All those moves are great, yes. They’ll certainly assist Jones a lot. Perhaps even helping him cut down on all those turnovers in one way or another.

But Jones’ success or failure in 2021 will ultimately fall upon the success of Big Blue’s offensive line.

NY Giants offensive line has serious questions in 2021

Some might argue a dead-last placement on Pro Football Focus‘ rankings of all 32 O-lines heading into the upcoming season isn’t anywhere close to correct (did they check out the Pittsburgh Steelers, by chance?).

But regardless, New York’s O-line comes in at No. 32 out of 32 teams, and the point here should essentially be that there are a lot of questions:

"Giants offensive linemen have combined to produce the fifth-worst overall grade in the league over the past two years, and they rank in the bottom eight in both pass blocking and run blocking. … The bottom line is that the Giants’ offensive line is a massive question mark. They need their young players to develop and their veterans to provide career years just to rank in the middle of the pack for 2021."

Veteran left tackle Nate Solder could potentially be a cap casualty after training camp, opening up the door for the younger Andrew Thomas to remain in that spot after Solder opted out in 2020. And head coach Joe Judge has pretty high expectations for fellow tackle Matt Peart this season.

But as PFF also pointed out, the interior of the NY Giants O-line is questionable, at best, with both guard spots probably in need of an upgrade in the foreseeable future.

Unless fans are thinking left guard Will Hernandez turns things around.

NY Giants’ O-line impact on Daniel Jones

Jones was sacked 45 times last year, fourth most in the league. And it doesn’t take an expert to figure out how too much pressure can completely derail a young quarterback’s development.

Combine that with the relative lack of weaponry around him, and perhaps Jones deserves a little bit of slack for what transpired last year.

But the bigger factor could be the overall pressure, not just the sacks, which is something NFL Films’ Greg Cosell told the Inside the Birds podcast (h/t Giants Wire):

"Jones was often under duress. And again, when I say under duress, I don’t mean there were free rushers, I mean he was often surrounded by bodies. And he was not particularly comfortable. He was an unsettled player and there were too many snaps in which he did not set and plant his back foot. He probably started to anticipate that he would get pressure and when you anticipate getting pressure, you start to play fast, physically, and you just don’t set."

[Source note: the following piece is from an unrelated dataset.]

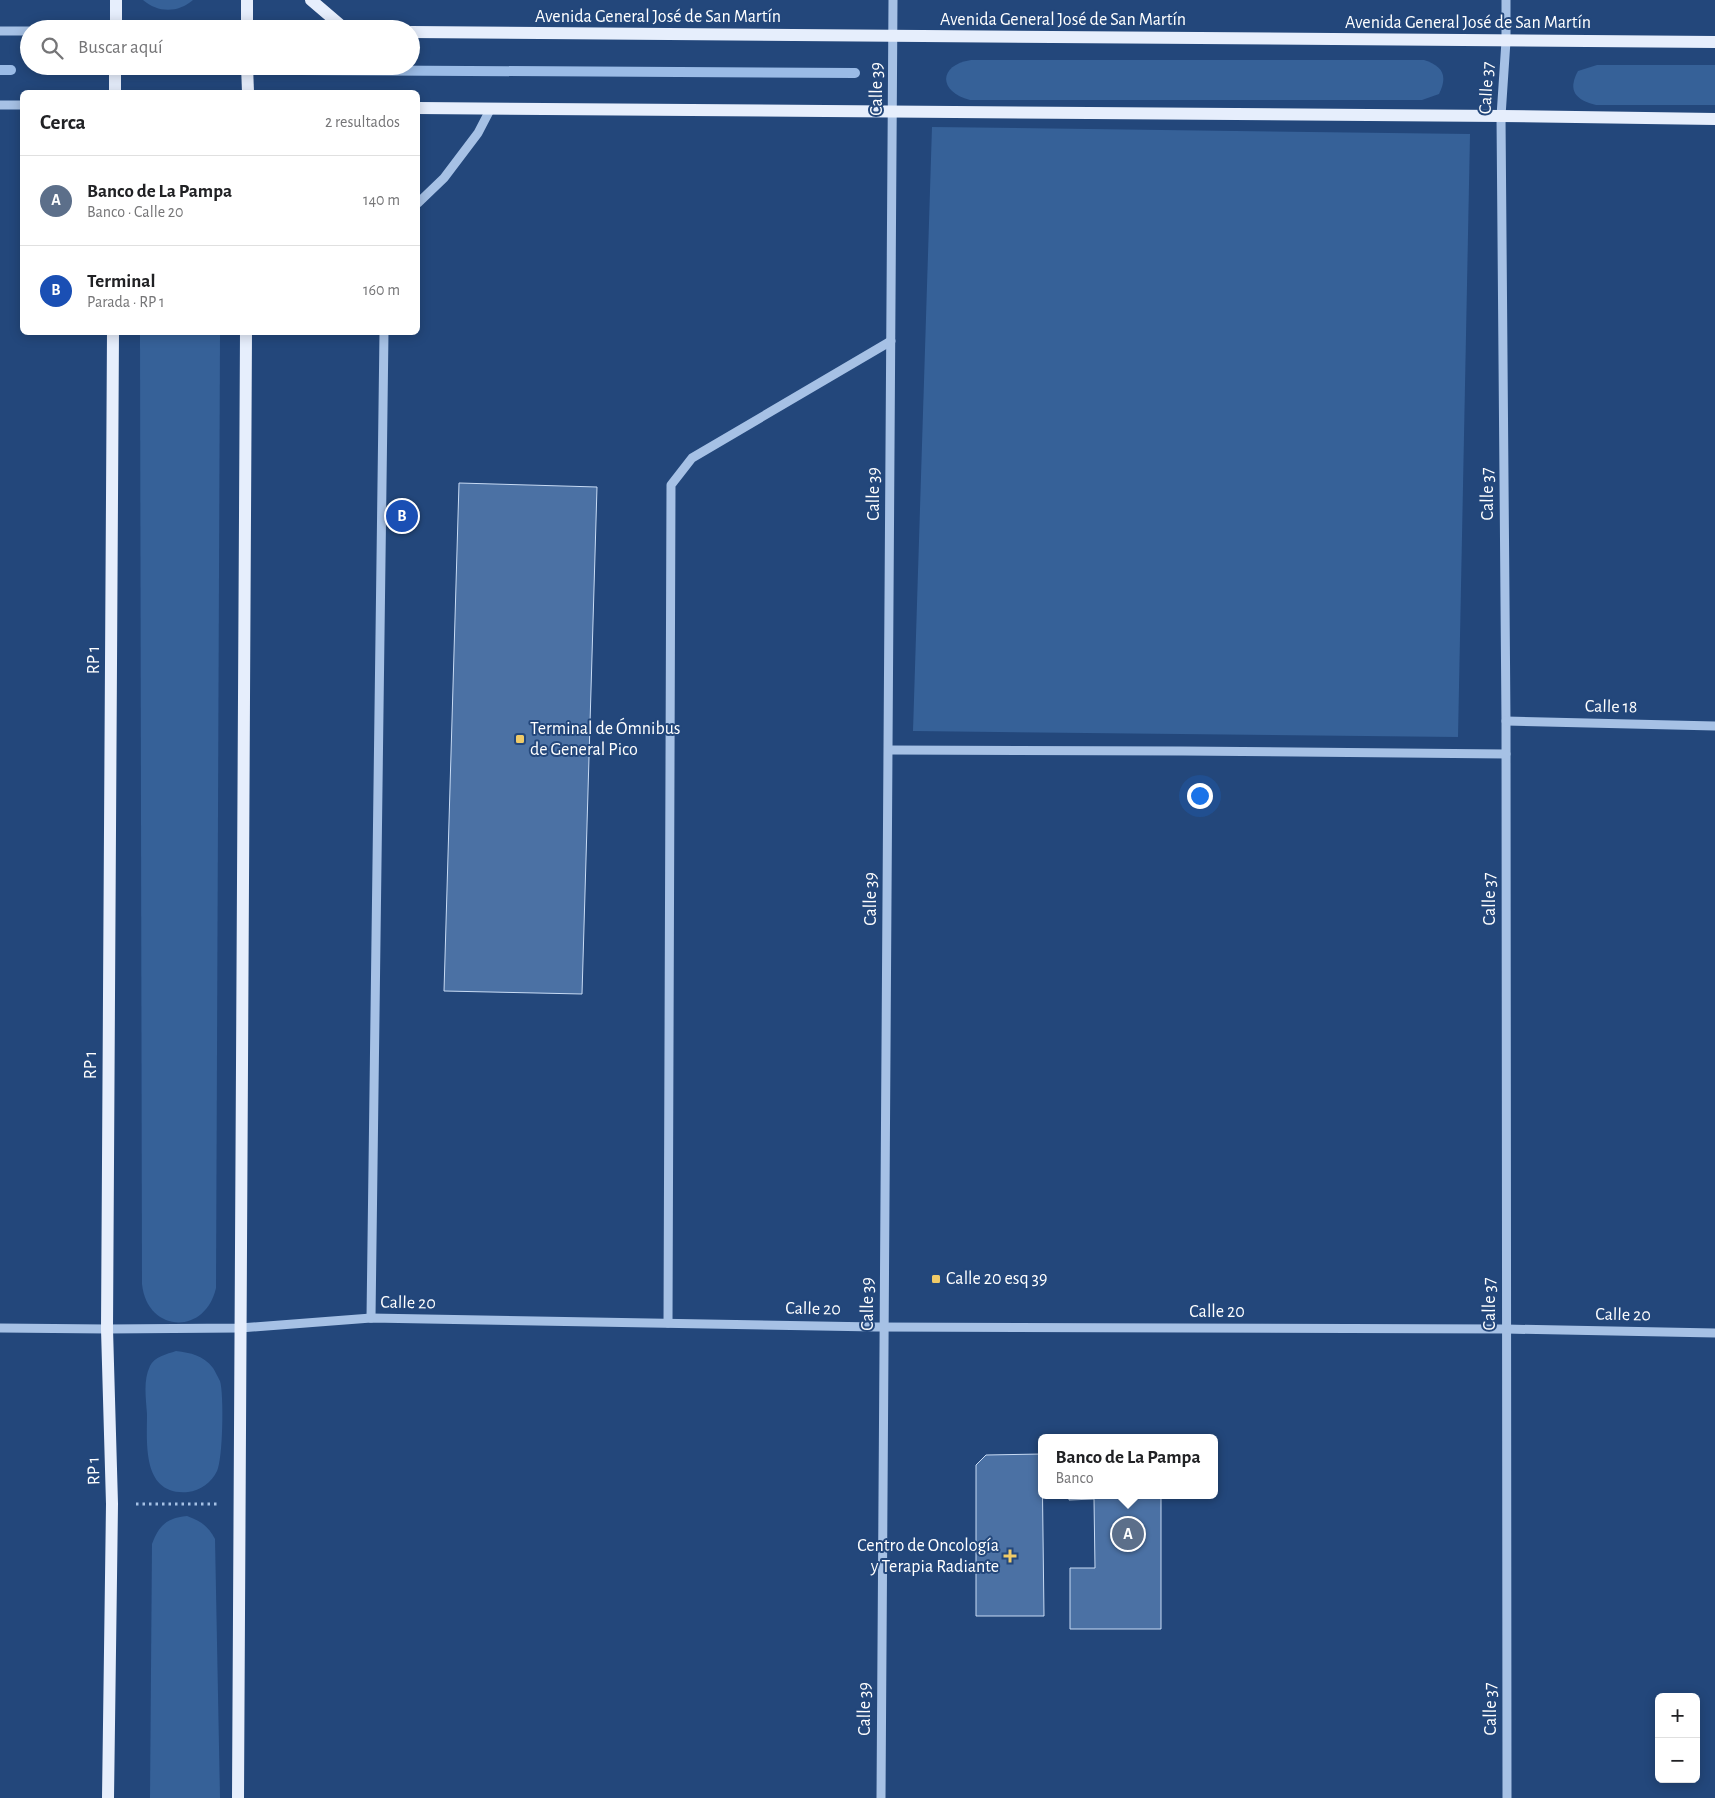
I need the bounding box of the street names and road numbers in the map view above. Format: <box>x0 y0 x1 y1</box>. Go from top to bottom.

Cosell also pointed out how the lack of pass protection forced the G-Men to use more tight end and running backs as blockers instead of putting them out there as receiving weapons, further limiting Jones’ options.

Interestingly enough, Jones was pressured on 30.3 percent of his dropbacks. That’s a lot, knowing approximately one pass attempt in three will result in him facing down some sort of pressure.

Jones’ passer rating under pressure was a lowly 55.7, per PFF, so one can see why New York’s offseason pass-catching additions will only do so much if the O-line doesn’t show some serious improvement in 2021.